PROBLEM STATEMENT: Output nothing but the lines from the beginning of the listing below through the line containing "position:relative; width:1927px; height:1772px;", exactly as they stand, without pictures.

━━━━━━━━

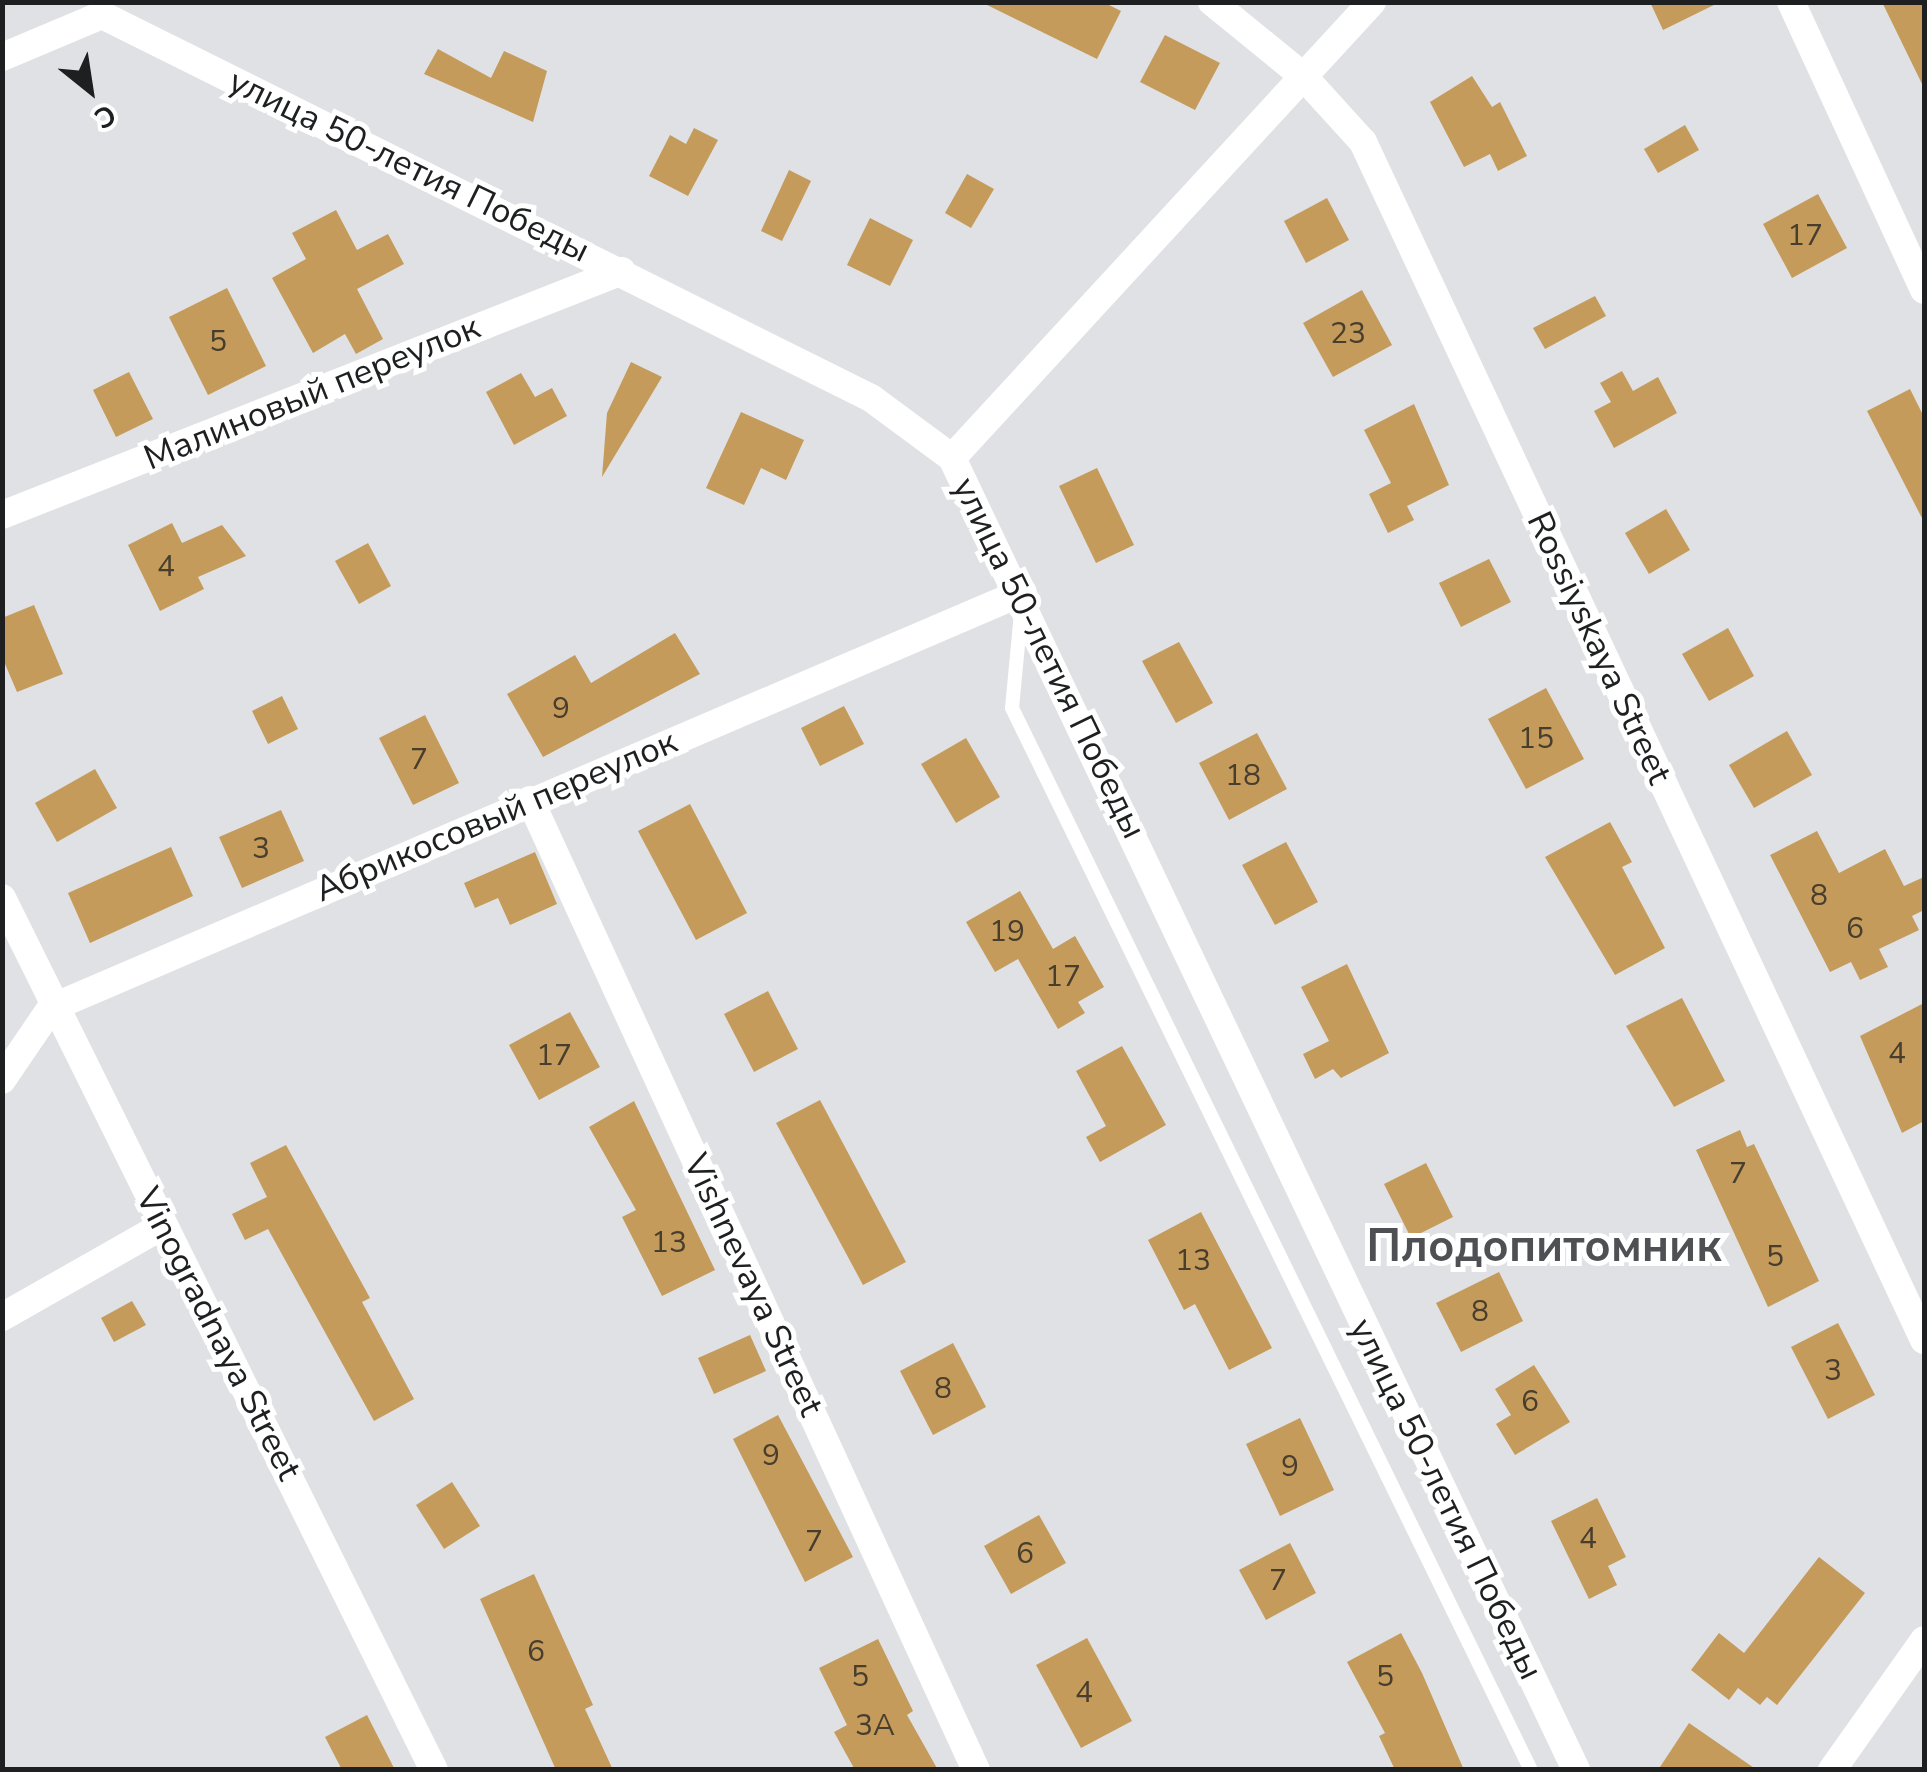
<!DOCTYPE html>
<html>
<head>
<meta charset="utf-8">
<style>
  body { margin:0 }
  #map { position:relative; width:1927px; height:1772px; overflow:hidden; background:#e0e1e4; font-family:"Nunito Sans",sans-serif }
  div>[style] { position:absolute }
  .building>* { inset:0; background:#c49b5a }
  .service>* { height:14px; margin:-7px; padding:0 7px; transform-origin:7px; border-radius:7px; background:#fff }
  .minor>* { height:28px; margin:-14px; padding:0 14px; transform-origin:14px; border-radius:14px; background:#fff }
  span { translate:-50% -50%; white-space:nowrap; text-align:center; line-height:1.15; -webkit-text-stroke:10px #fff; paint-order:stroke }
  .number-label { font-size:30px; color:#483e2e }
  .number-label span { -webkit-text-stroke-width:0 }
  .street-label { font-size:35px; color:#1e1f20 }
  .district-label { font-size:45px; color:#4f5053; font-weight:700 }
  .frame { position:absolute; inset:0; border:5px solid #1e1f20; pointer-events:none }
  .north { position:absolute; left:40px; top:40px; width:100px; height:100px; -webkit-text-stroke:8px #fff; paint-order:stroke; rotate:150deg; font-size:28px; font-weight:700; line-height:40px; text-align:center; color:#1e1f20 }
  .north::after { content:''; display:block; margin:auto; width:35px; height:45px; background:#1e1f20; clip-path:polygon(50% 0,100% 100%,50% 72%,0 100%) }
</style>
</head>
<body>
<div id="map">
  <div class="building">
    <i style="clip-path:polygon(981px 2px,1103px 2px,1121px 11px,1097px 59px)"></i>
    <i style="clip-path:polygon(1650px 2px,1720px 2px,1663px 30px)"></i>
    <i style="clip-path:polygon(1882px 2px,1924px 2px,1924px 88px)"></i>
    <i style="clip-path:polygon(1165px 35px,1220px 63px,1195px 110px,1140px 82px)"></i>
    <i style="clip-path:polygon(438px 49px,491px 78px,504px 51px,547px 71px,533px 122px,424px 74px)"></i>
    <i style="clip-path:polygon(1472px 76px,1492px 107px,1500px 102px,1527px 156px,1498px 171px,1490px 154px,1464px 167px,1430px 102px)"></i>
    <i style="clip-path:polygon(1685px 125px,1699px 150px,1658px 173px,1644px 149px)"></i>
    <i style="clip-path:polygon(694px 128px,718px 140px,688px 196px,649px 176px,670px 135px,686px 144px)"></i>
    <i style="clip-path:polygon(789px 170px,811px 181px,782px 241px,761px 231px)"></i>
    <i style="clip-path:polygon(967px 174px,994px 189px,971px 228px,945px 213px)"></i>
    <i style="clip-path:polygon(1818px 194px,1847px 248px,1792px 278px,1763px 224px)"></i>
    <i style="clip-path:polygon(1327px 198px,1349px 240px,1306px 263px,1284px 221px)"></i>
    <i style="clip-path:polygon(336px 210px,357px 250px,388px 234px,404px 264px,357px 289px,383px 339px,356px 354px,345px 334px,313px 353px,272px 278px,306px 259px,292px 233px)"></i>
    <i style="clip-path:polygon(870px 218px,913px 240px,890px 286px,847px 265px)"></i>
    <i style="clip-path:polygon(227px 288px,266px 366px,208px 395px,169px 317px)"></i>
    <i style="clip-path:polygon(1362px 290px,1392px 345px,1333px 377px,1303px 323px)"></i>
    <i style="clip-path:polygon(1595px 296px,1606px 316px,1545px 349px,1533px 328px)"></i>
    <i style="clip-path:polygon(631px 362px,662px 377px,602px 477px,607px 413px)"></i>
    <i style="clip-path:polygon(1622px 371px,1633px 391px,1658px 377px,1677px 413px,1614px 448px,1594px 411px,1611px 402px,1600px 383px)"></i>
    <i style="clip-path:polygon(129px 372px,153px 419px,116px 437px,93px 390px)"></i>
    <i style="clip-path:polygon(521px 373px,535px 397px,552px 388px,567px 416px,514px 445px,486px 392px)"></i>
    <i style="clip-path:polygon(1910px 389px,1924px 417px,1924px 522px,1867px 411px)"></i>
    <i style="clip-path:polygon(1414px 404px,1449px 485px,1407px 506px,1414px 520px,1388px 533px,1369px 494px,1391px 483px,1364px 430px)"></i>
    <i style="clip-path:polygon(741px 412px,804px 440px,786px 480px,761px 468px,744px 505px,706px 488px)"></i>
    <i style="clip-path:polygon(1097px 468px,1134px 545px,1096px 563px,1059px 486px)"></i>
    <i style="clip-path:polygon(1666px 509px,1690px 550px,1649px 574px,1625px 533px)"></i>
    <i style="clip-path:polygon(172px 523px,182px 543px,222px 525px,246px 556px,198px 577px,204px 589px,160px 611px,128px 545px)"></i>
    <i style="clip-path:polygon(368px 543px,391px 586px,359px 604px,335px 561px)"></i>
    <i style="clip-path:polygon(1489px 559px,1511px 602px,1461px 627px,1439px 583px)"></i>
    <i style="clip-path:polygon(34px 605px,63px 674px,17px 692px,2px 657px,2px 618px)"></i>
    <i style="clip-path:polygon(1728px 628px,1754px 676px,1709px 701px,1682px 654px)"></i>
    <i style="clip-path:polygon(675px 633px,700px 674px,543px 757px,507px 694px,575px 655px,591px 683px)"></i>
    <i style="clip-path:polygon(1179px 642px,1213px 703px,1176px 723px,1142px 661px)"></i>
    <i style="clip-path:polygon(1546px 688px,1584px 759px,1526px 789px,1488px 719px)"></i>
    <i style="clip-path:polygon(282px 696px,298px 729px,268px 744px,252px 711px)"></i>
    <i style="clip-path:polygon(844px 706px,864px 744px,820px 766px,801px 728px)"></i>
    <i style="clip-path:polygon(425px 715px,459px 783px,413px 805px,379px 738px)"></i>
    <i style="clip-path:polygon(1787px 731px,1812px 775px,1754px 808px,1729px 765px)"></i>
    <i style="clip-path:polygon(1257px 733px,1287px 789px,1229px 820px,1199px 763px)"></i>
    <i style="clip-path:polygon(966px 738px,1000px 797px,956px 823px,921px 764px)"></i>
    <i style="clip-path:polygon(95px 769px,117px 808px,57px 842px,35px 803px)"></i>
    <i style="clip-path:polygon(690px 804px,747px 913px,696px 940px,638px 831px)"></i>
    <i style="clip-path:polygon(281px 810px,304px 861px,242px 888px,219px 837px)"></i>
    <i style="clip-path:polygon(1610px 822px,1632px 862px,1622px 867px,1665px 948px,1615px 975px,1545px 857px)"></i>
    <i style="clip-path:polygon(1817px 831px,1839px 873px,1885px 849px,1904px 886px,1924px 877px,1924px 910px,1912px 916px,1919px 930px,1879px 949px,1888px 967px,1860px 980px,1851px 962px,1830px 972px,1770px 855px)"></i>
    <i style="clip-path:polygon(1286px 842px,1318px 902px,1275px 925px,1242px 865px)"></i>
    <i style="clip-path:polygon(171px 847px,193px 896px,90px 943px,68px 893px)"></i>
    <i style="clip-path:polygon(535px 852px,557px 904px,510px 925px,498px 898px,475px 908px,464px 883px)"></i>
    <i style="clip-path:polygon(1020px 891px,1053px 949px,1075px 936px,1104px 987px,1078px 1002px,1085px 1013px,1058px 1029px,1018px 959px,995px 972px,966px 922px)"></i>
    <i style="clip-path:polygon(1347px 964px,1389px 1053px,1341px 1078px,1333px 1069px,1315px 1079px,1303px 1054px,1329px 1041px,1301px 987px)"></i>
    <i style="clip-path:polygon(768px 991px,798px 1049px,754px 1072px,724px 1014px)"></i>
    <i style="clip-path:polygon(1682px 998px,1725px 1081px,1674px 1107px,1626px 1026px)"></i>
    <i style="clip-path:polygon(1924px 1003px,1924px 1121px,1902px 1133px,1860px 1036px)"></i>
    <i style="clip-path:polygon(570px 1012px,600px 1067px,539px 1100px,509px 1045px)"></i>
    <i style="clip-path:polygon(1122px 1046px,1166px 1125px,1100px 1162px,1086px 1137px,1106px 1126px,1076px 1071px)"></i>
    <i style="clip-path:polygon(820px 1100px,906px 1262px,863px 1285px,776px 1123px)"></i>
    <i style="clip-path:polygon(634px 1101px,715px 1270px,662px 1296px,622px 1217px,636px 1210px,589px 1127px)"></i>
    <i style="clip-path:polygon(1740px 1130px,1747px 1147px,1754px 1144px,1819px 1281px,1768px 1307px,1696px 1150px)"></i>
    <i style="clip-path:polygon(286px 1145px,370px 1298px,362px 1302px,414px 1399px,374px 1421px,268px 1229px,245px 1240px,232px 1214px,267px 1197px,250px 1163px)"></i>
    <i style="clip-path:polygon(1426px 1163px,1453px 1217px,1411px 1238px,1384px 1184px)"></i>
    <i style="clip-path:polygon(1201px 1212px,1272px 1348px,1229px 1370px,1195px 1304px,1184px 1310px,1148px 1240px)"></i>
    <i style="clip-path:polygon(1499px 1272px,1523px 1321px,1461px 1352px,1436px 1303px)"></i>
    <i style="clip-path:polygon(132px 1301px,146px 1325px,114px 1342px,101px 1318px)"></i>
    <i style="clip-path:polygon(1838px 1323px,1875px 1395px,1828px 1419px,1791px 1347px)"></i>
    <i style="clip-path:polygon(750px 1335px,766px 1371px,714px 1394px,698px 1358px)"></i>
    <i style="clip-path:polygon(953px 1343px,986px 1407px,933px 1435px,900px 1371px)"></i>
    <i style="clip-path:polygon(1534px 1365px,1570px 1422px,1515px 1455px,1496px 1424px,1511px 1415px,1495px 1389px)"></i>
    <i style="clip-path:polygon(778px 1415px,853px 1557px,805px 1582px,733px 1439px)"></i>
    <i style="clip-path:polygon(1300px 1418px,1334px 1490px,1280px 1516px,1246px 1444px)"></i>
    <i style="clip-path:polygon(452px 1482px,480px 1526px,444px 1549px,416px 1505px)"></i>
    <i style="clip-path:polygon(1597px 1498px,1626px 1557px,1608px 1566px,1617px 1585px,1589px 1599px,1551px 1521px)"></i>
    <i style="clip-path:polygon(1039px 1515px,1066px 1563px,1011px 1594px,984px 1546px)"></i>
    <i style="clip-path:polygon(1290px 1543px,1316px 1593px,1266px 1620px,1239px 1570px)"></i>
    <i style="clip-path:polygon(1819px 1557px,1865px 1593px,1777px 1705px,1767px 1697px,1760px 1705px,1738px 1688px,1729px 1700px,1691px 1670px,1719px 1633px,1744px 1653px)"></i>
    <i style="clip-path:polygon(534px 1574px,593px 1705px,585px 1709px,613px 1770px,556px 1770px,480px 1599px)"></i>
    <i style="clip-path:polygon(1401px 1633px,1422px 1673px,1464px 1770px,1395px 1770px,1379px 1736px,1385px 1733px,1347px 1662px)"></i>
    <i style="clip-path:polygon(1087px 1638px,1132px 1721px,1081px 1748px,1036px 1665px)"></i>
    <i style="clip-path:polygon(878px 1639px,913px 1711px,907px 1715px,938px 1770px,855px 1770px,834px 1732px,847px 1725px,819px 1668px)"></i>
    <i style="clip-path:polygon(367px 1715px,395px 1770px,342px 1770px,325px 1737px)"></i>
    <i style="clip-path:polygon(1689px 1723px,1757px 1770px,1658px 1770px)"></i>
  </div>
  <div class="service">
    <i style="left:1021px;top:613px;width:95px;rotate:95.4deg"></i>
    <i style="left:1012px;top:708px;width:1182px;rotate:63.96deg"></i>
  </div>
  <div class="minor">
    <i style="left:1212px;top:2px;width:117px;rotate:39.1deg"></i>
    <i style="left:1303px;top:76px;width:89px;rotate:47.7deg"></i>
    <i style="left:1363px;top:142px;width:1323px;rotate:64.91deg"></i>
    <i style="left:1791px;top:2px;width:317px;rotate:65.2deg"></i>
    <i style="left:2px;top:57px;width:108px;rotate:-22.8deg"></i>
    <i style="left:102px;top:15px;width:859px;rotate:26.48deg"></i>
    <i style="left:871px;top:398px;width:101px;rotate:36.5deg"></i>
    <i style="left:952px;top:458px;width:1453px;rotate:64.56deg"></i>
    <i style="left:952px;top:458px;width:620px;rotate:-47.35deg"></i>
    <i style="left:2px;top:515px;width:666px;rotate:-21.48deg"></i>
    <i style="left:530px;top:800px;width:1068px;rotate:65.31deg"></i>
    <i style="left:2px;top:898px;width:973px;rotate:63.65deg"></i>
    <i style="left:2px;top:1080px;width:87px;rotate:-55.8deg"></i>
    <i style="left:51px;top:1008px;width:1057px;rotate:-23.17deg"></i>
    <i style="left:2px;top:1317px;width:184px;rotate:-29.6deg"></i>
    <i style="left:1832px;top:1770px;width:159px;rotate:-54.7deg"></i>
  </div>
  <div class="number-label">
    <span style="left:1805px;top:236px">17</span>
    <span style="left:1348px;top:334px">23</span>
    <span style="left:218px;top:342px">5</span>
    <span style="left:166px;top:567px">4</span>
    <span style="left:561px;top:709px">9</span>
    <span style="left:1536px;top:739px">15</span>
    <span style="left:419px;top:760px">7</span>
    <span style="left:1243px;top:776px">18</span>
    <span style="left:261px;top:849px">3</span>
    <span style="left:1819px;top:896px">8</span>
    <span style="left:1855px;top:929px">6</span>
    <span style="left:1007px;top:932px">19</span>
    <span style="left:1063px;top:977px">17</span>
    <span style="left:1897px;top:1054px">4</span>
    <span style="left:554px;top:1056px">17</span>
    <span style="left:1738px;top:1174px">7</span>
    <span style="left:669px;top:1243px">13</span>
    <span style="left:1775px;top:1257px">5</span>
    <span style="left:1193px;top:1261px">13</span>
    <span style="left:1480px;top:1312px">8</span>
    <span style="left:1833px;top:1371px">3</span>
    <span style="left:943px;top:1389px">8</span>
    <span style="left:1530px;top:1402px">6</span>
    <span style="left:771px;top:1456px">9</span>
    <span style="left:1290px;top:1467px">9</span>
    <span style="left:1588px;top:1539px">4</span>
    <span style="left:814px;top:1542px">7</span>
    <span style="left:1025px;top:1554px">6</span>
    <span style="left:1278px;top:1581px">7</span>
    <span style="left:536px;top:1652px">6</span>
    <span style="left:860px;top:1677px">5</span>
    <span style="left:1385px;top:1677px">5</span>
    <span style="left:1084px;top:1693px">4</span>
    <span style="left:875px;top:1726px">3А</span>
  </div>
  <div class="street-label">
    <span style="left:409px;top:166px;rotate:26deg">улица 50-летия Победы</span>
    <span style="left:312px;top:393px;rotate:-22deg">Малиновый переулок</span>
    <span style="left:1599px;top:648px;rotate:65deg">Rossiyskaya Street</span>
    <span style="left:1049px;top:658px;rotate:64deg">улица 50-летия Победы</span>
    <span style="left:496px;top:816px;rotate:-23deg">Абрикосовый переулок</span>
    <span style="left:753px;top:1285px;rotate:65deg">Vishnevaya Street</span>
    <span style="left:218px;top:1334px;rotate:63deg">Vinogradnaya Street</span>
    <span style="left:1446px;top:1499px;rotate:64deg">улица 50-летия Победы</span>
  </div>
  <div class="district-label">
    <span style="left:1544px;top:1247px">Плодопитомник</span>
  </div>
  <div class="frame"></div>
  <div class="north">С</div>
</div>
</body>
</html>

━━━━━━━━

RESPONSE BELOW:
<!DOCTYPE html>
<html>
<head>
<meta charset="utf-8">
<style>
  body { margin:0 }
  #map { position:relative; width:1927px; height:1772px; overflow:hidden; background:#e0e1e4; font-family:"Nunito Sans",sans-serif }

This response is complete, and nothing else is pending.